___ DATA LISTING ___

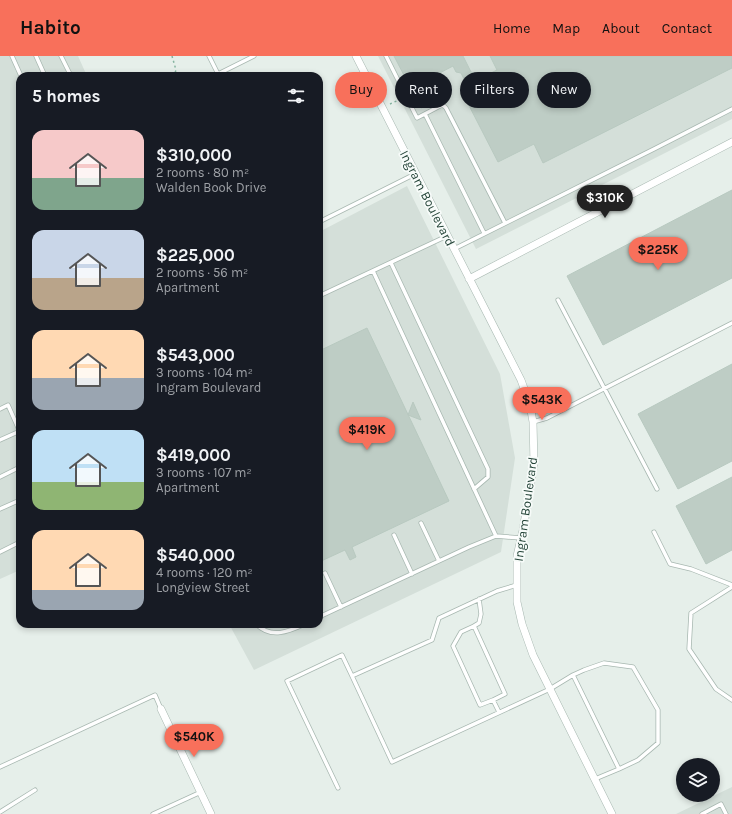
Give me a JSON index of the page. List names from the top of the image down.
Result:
{
  "streets": {
    "street": ["Ingram Boulevard"]
  },
  "page": {
    "header": "Habito",
    "nav": [
      "Home",
      "Map",
      "About",
      "Contact"
    ],
    "chip": [
      "Buy",
      "Rent",
      "Filters",
      "New"
    ],
    "heading": "5 homes",
    "list": [
      {
        "name": "$310,000",
        "note": "2 rooms · 80 m² · Walden Book Drive"
      },
      {
        "name": "$225,000",
        "note": "2 rooms · 56 m² · Apartment"
      },
      {
        "name": "$543,000",
        "note": "3 rooms · 104 m² · Ingram Boulevard"
      },
      {
        "name": "$419,000",
        "note": "3 rooms · 107 m² · Apartment"
      },
      {
        "name": "$540,000",
        "note": "4 rooms · 120 m² · Longview Street"
      }
    ],
    "price": [
      "$310K",
      "$225K",
      "$543K",
      "$419K",
      "$540K"
    ]
  }
}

___

Please print the data above once more, exactly as it appears, with no pictures.

Give me a JSON index of the page. List names from the top of the image down.
Result:
{
  "streets": {
    "street": ["Ingram Boulevard"]
  },
  "page": {
    "header": "Habito",
    "nav": [
      "Home",
      "Map",
      "About",
      "Contact"
    ],
    "chip": [
      "Buy",
      "Rent",
      "Filters",
      "New"
    ],
    "heading": "5 homes",
    "list": [
      {
        "name": "$310,000",
        "note": "2 rooms · 80 m² · Walden Book Drive"
      },
      {
        "name": "$225,000",
        "note": "2 rooms · 56 m² · Apartment"
      },
      {
        "name": "$543,000",
        "note": "3 rooms · 104 m² · Ingram Boulevard"
      },
      {
        "name": "$419,000",
        "note": "3 rooms · 107 m² · Apartment"
      },
      {
        "name": "$540,000",
        "note": "4 rooms · 120 m² · Longview Street"
      }
    ],
    "price": [
      "$310K",
      "$225K",
      "$543K",
      "$419K",
      "$540K"
    ]
  }
}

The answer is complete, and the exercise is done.